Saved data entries
————

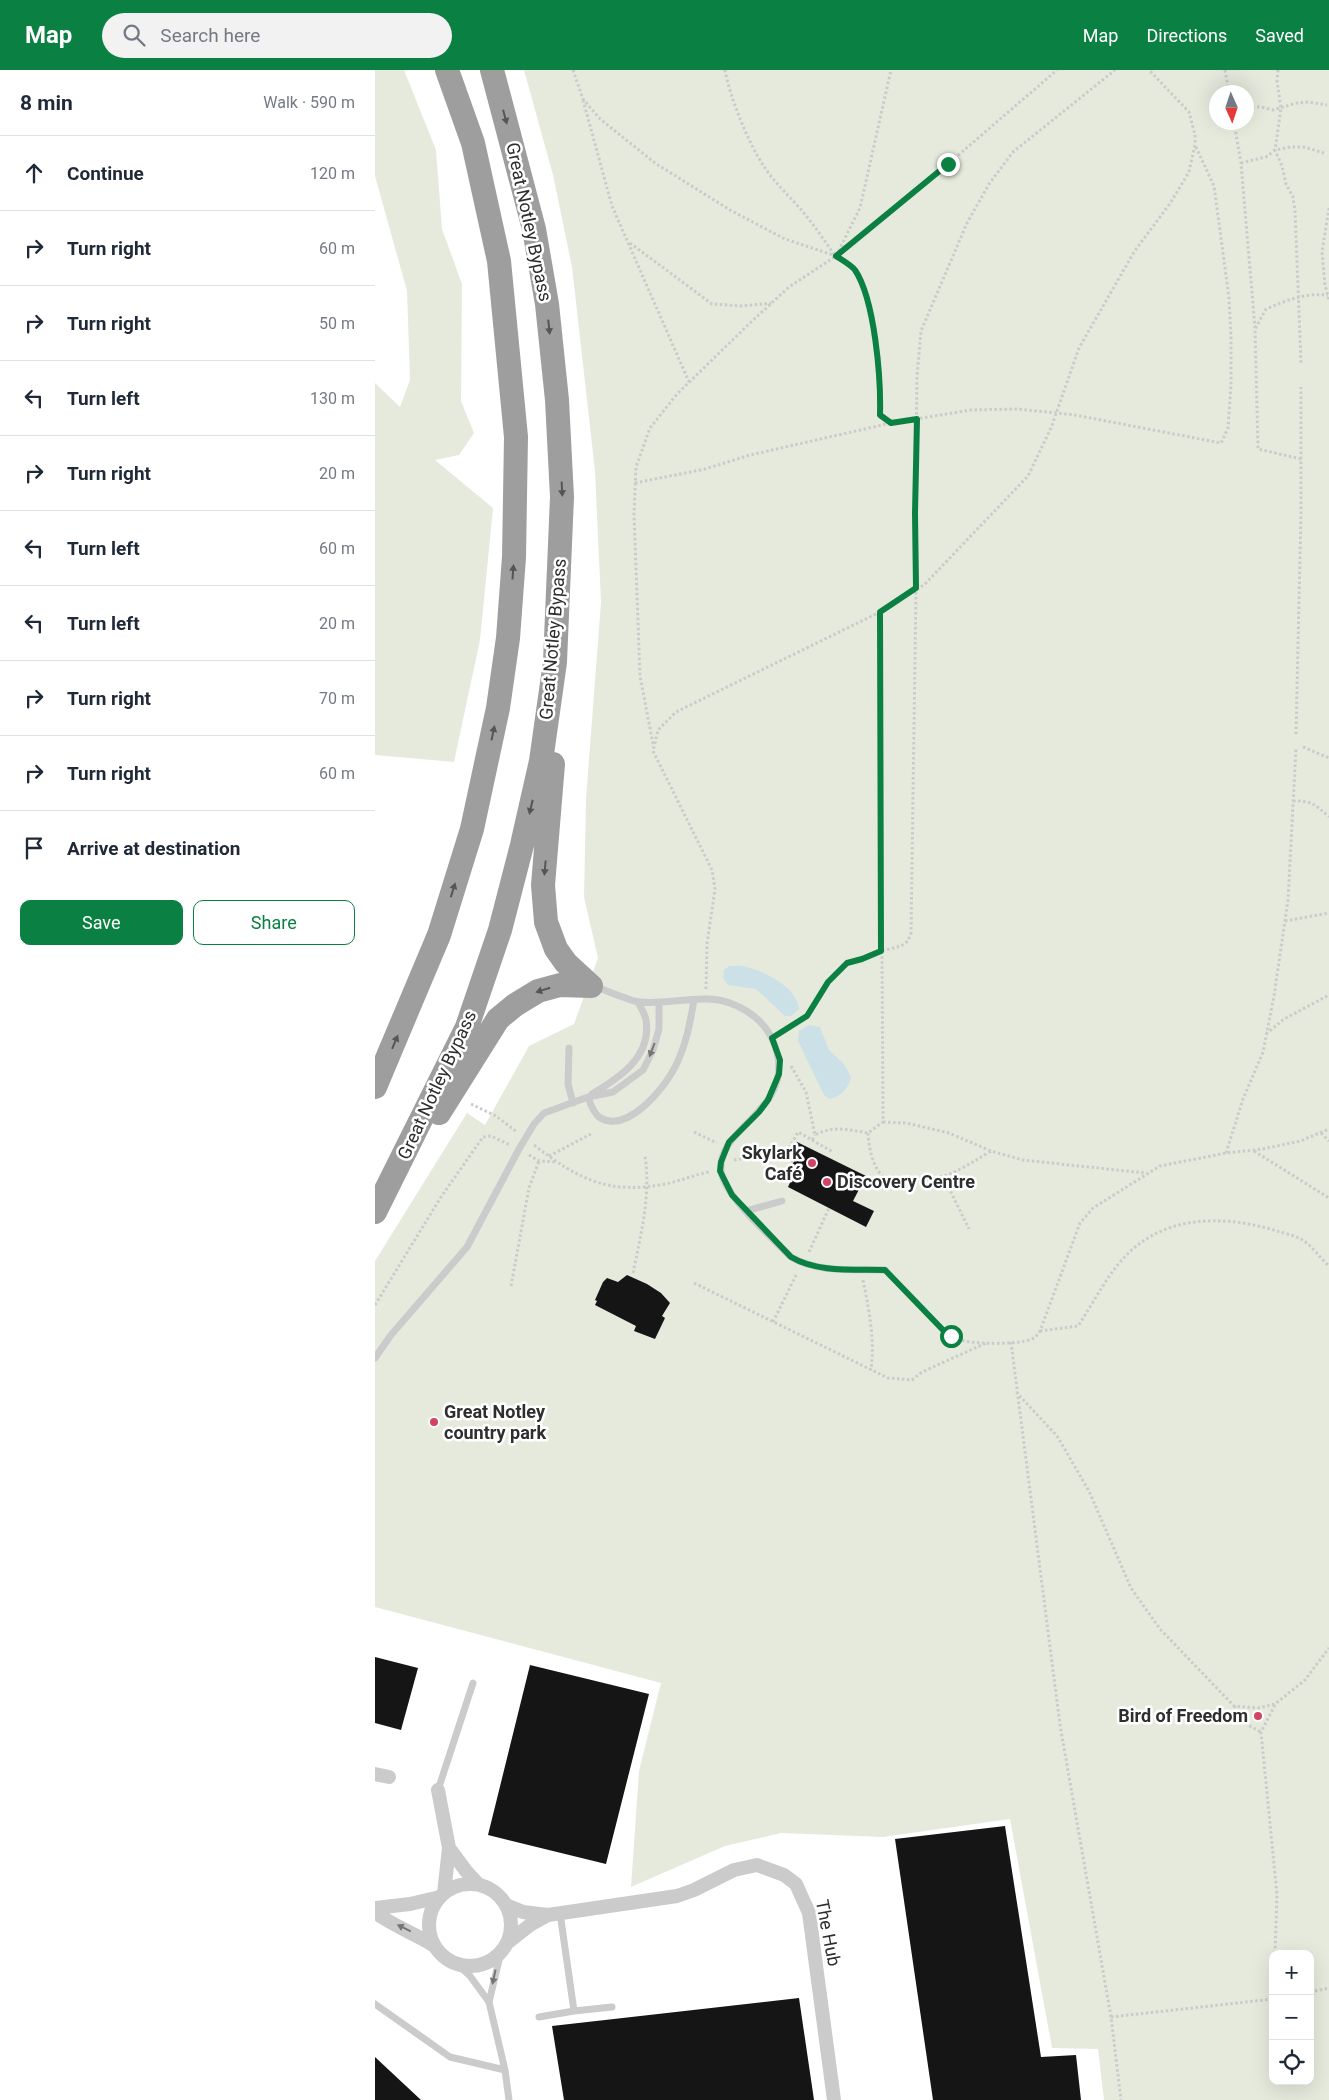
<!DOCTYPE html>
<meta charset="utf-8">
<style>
:root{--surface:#fff;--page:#f2f2f3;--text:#1f2937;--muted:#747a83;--line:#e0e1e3;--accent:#0b8043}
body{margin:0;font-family:Roboto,sans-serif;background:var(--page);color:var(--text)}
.controls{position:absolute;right:15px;bottom:15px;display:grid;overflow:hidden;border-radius:10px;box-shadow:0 5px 20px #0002}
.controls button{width:45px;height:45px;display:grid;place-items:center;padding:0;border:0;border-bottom:1px solid var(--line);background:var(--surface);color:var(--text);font:25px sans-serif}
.compass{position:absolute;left:834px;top:15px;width:45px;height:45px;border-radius:50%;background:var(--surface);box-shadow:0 5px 20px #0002;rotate:177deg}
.stop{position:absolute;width:15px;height:15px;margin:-11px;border:4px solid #0b8043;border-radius:50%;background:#fff}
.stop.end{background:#0b8043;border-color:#fff;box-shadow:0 1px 5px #0008}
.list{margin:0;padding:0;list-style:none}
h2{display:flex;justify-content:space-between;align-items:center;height:65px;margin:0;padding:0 20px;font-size:21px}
h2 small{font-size:16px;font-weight:400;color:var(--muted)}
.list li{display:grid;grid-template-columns:32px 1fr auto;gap:15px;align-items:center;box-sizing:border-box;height:75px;padding:0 20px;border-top:1px solid var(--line)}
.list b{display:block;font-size:19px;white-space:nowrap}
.list em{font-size:16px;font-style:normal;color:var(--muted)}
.actions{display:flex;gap:10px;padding:15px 20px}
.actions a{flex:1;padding:11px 0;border:1px solid var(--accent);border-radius:10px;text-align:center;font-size:18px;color:var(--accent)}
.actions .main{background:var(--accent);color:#fff}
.icon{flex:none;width:28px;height:28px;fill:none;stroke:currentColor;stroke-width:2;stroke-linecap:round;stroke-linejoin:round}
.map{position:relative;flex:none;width:954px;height:2030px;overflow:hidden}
header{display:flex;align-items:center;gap:30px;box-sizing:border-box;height:70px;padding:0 25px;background:var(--accent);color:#fff}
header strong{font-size:24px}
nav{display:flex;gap:28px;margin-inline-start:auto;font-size:18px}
.search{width:350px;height:45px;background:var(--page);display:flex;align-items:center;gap:12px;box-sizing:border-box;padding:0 18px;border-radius:28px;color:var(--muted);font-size:19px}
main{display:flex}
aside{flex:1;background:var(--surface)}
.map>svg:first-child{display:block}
.green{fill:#e6eadd;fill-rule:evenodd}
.water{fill:#cbe1e7}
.building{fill:#151515}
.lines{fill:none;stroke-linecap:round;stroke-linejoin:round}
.path{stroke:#cbcbcb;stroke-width:3;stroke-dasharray:2.5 2.5;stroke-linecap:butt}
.service{stroke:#cbcbcb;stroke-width:7}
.minor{stroke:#cbcbcb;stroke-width:14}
.trunk{stroke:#9e9e9e;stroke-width:24}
.oneway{fill:#555}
.oneway2{fill:#757575}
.route{stroke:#0b8043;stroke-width:6}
.poi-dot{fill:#d14464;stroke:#fff;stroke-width:2}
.labels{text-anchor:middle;stroke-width:5;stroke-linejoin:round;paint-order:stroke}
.street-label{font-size:18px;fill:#2e2e2e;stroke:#fff}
.poi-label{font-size:18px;font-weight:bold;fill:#2e2e2e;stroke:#fff;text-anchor:end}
</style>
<header>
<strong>Map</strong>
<div class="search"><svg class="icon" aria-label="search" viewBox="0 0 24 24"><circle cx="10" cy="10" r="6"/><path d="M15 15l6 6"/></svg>Search here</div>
<nav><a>Map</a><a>Directions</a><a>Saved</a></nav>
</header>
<main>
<aside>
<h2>8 min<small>Walk · 590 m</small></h2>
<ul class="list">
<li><svg class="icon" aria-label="ahead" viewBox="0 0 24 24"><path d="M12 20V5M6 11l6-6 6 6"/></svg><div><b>Continue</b></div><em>120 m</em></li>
<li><svg class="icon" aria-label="right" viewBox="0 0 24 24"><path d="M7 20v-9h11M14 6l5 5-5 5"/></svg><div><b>Turn right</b></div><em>60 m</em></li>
<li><svg class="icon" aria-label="right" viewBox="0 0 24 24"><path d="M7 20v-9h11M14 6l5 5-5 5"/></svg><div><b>Turn right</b></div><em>50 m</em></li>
<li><svg class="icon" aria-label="left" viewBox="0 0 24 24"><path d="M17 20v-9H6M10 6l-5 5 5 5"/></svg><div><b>Turn left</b></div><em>130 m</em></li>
<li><svg class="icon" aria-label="right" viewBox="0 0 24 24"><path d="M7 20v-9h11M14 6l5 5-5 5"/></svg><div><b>Turn right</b></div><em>20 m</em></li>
<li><svg class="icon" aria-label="left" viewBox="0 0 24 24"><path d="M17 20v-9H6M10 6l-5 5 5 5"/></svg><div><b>Turn left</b></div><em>60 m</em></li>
<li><svg class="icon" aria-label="left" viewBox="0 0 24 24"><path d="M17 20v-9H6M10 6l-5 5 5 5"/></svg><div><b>Turn left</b></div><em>20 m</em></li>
<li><svg class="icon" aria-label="right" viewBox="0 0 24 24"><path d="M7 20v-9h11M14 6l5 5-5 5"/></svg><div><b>Turn right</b></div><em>70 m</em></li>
<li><svg class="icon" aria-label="right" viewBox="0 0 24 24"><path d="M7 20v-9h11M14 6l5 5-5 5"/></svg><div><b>Turn right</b></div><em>60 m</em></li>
<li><svg class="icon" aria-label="arrive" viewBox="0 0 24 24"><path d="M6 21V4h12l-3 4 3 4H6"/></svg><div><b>Arrive at destination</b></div></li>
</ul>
<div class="actions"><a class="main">Save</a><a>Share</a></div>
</aside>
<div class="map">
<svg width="954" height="2030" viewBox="0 0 954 2030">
<rect width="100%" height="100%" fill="#fff"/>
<path class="green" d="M0,0H29L61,80L67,159L87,214L86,331L99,363L84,385L60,390L118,438L105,570L79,692L0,685V313L25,337L35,310L32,221L0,106Z
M149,0H954V2030H729L723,1979L677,1978L635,1749L508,1767L406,1763L350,1776L256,1817L264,1701L286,1613L0,1537V1191L92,1043L110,1055L154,976L199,954L223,888L209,827L211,729L226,532L220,401L197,197L178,105ZM842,22H872V52H842ZM898,1884H935V2011H898Z"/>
<path class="water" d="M354,896C359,896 366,895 371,897C390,901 422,917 424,939L416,946H410L381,919L353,915L348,908L349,900Z
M434,955L445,957L454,980L469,994L476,1007C474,1018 466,1027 454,1029L449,1025L423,971L424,961Z"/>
<path class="building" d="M422,1072L491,1106L478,1131L499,1141L491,1157L413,1117L420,1102L415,1100L420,1089L415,1086Z
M252,1205L272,1214L286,1223L295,1233L287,1246L290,1248L280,1269L259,1261L261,1256L220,1235L222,1231L220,1230L228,1212L232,1208L243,1212Z
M0,1587L43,1598L26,1660L0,1653Z
M155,1595L274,1624L231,1794L113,1765Z
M630,1756L666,1987L701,1985L706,2030H558L520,1769Z
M424,1928L439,2030H189L177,1956Z
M0,1987L46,2030H0Z"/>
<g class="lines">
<path class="path" d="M198,0L208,29L225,49L280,93L355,140L410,169L461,186L573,94L682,0
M350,0C355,28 374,75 390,98C402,116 419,130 432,147C442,159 450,172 459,184C465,190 475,193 480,200C500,230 506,309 505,345L516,353L596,340L642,339L700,345L846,373L853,358L856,315V267L854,228L839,116L820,75
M850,0L854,22
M903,0L902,11L906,38L900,80L907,96L911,114L918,127L920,141L926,293
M208,30L237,136L314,312
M872,37H886L898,40L922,33L933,32L952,35
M859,52L866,93L880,258
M866,93L891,87L900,80L915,77H929L949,83
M954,138L947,182L950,215L954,230
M255,173L337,234L367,236L396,233
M926,389L883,379L880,259L891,239C912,230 930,223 953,225
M260,413L330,399L375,385L516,353
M921,664L926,442V317
M278,674L265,606L259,444L261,397L275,358L302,324L375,253L414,217L461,186L485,138L516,0
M928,677L954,688
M918,731C936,730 941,735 954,747
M910,851L954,843
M331,919L332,874L340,819L337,800L278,681L283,660L301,642L505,542L549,515L653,406L676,358L704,278L759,182L796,132L814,102L820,74V65L814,42L774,0
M406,963L432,946L453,912L473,893L487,889L506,881L526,876L533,871L536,863L541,518L540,443L542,307L546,261L592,153L614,114L638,82L740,0
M891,964L909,949L954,925
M416,996L431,1022L440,1065C458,1055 474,1060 493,1063L508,1052L505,542
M96,1034L121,1046L142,1062
M508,1052L531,1053L574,1063L616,1081L648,1090L770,1103
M319,1062L342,1073
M493,1063C494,1078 498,1105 515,1110C520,1112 528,1111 534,1111C568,1112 588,1098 616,1081
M946,1063L954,1071
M437,1070L458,1082
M159,1075C203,1109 233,1125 290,1114C305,1111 319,1105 334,1102
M879,1081L954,1128
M851,1083L868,1029L888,982L899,926L913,830L921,679
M154,1085L164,1091L182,1092
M174,1086L216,1064
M409,1087L423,1062L437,1070L440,1065
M359,1090L404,1083L419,1092
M569,1108L594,1159
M434,1182L454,1138
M258,1203C266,1164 276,1125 270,1086
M518,1207L567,1260C574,1264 581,1269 589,1271C605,1274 642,1275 657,1269C661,1267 663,1264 665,1261L705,1153L718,1138L785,1096L851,1083L888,1079L925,1071L954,1059
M488,1210C494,1240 500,1269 496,1300
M319,1213L513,1308L537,1310L547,1302L611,1273
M136,1216L154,1118L164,1091
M0,1235L66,1127L108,1067L116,1066L135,1075
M398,1252L422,1203
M665,1261L703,1256C722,1228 736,1195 764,1174C804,1144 856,1147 902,1161C909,1163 917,1165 924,1168C935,1173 945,1188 954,1196
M636,1272L685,1655L736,1947L746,2030
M641,1322L682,1366L714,1421L756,1518L785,1559L859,1636L883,1638L900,1634L930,1610L954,1578
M900,1635L886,1662L902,1825L900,1884
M859,1636L873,1655L886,1662
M935,1922L954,1918
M736,1947L898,1929"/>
<path class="service" d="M219,916C231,920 254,931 265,932C293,935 330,923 355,933C376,941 393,955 400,976C422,1040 342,1056 346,1100C347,1124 398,1169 416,1187C443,1203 480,1199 510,1200
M194,978L193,1014L198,1033
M217,1024C244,1008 277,987 271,950C270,944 266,938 263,932
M213,1027C215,1033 219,1043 224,1047C251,1065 289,1019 300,997C311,976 315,953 319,930
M371,1141L407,1131
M0,1288L16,1265L92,1177L144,1079L159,1054L169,1043L213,1027L238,1022L268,1000L278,980L284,959V932
M63,1720L98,1613
M126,1882L114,1932L130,2000L134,2030
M83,1895L95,1906L114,1932
M0,1934L75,1987L130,2000
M199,1941L237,1937
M164,1947L199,1941L185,1843"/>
<path class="minor" d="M0,1704L14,1707
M63,1720L74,1778L69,1823
M74,1778L91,1801L104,1815
M54 1855a41 41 0 1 1 82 0a41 41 0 1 1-82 0Z
M131,1835L148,1842L173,1845L302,1826L319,1820L359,1800L382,1795L409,1805L421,1814L434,1843L459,2030
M0,1838L35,1834L65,1827
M0,1842C14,1854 41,1864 58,1875
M132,1873L155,1855L173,1845"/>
<path class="trunk" d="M178,694L168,815L171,852L181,879L191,893L216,916
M0,1017L64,865L97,759L123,638L133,568L139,487L141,367L124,191L98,73L72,0
M64,1043L123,949L140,935L163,921L185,915L216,916
M0,1142L92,957L125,860L147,775L166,691L180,592L187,427L182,330L172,234L159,159L117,0"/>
</g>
<defs><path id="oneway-solid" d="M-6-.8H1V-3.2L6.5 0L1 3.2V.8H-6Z" transform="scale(1.25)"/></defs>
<g class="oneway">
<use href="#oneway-solid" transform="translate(130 47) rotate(75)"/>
<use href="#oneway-solid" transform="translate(174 257) rotate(84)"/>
<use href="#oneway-solid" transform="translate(187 419) rotate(87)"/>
<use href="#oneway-solid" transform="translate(138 502) rotate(-86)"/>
<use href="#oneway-solid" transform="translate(118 663) rotate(-78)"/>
<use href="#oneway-solid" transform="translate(156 737) rotate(103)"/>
<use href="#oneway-solid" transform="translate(170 798) rotate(95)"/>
<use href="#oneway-solid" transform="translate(78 820) rotate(-73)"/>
<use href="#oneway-solid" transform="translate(168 920) rotate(162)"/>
<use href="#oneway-solid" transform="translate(20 972) rotate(-67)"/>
</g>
<g class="oneway2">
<use href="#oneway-solid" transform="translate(277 980) rotate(111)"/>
<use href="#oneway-solid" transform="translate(29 1858) rotate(-154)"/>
<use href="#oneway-solid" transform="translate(119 1907) rotate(102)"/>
</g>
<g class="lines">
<path class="route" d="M573,94L461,186C467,190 476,195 480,200C500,230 506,309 505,345L516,353L542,349L540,443L541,518L505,542L506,881L487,889L472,893L453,912L432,946L397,968L405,990L404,1004L393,1030L384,1042L354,1072L346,1092L345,1101L357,1125L416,1187C443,1203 480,1199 510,1200L568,1260L576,1266"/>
</g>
<g class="poi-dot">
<circle cx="437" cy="1093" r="5"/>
<circle cx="452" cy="1112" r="5"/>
<circle cx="59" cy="1352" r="5"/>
<circle cx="883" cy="1646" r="5"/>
</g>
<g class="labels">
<g class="street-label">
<text transform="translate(154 152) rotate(78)" y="6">Great Notley Bypass</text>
<text transform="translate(178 569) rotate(-85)" y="6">Great Notley Bypass</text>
<text transform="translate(62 1015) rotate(-65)" y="6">Great Notley Bypass</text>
<text transform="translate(453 1863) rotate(79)" y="6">The Hub</text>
</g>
<g class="poi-label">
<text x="427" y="1089">Skylark<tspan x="427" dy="21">Café</tspan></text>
<text x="462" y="1118" text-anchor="start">Discovery Centre</text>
<text x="69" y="1348" text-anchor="start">Great Notley<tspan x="69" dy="21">country park</tspan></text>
<text x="873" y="1652">Bird of Freedom</text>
</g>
</g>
</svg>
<div class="controls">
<button>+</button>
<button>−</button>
<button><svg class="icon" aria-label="locate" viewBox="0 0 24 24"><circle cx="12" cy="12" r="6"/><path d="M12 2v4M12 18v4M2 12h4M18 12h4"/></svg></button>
</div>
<svg class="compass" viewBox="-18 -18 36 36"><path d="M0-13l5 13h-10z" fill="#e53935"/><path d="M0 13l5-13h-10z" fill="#747a83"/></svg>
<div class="stop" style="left:576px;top:1266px"></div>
<div class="stop end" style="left:573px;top:94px"></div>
</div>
</main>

————

→ TO DO
Across the records above, count each line that holds the word "shadow" and give only the resulting number.

→ PROBLEM SOLUTION
3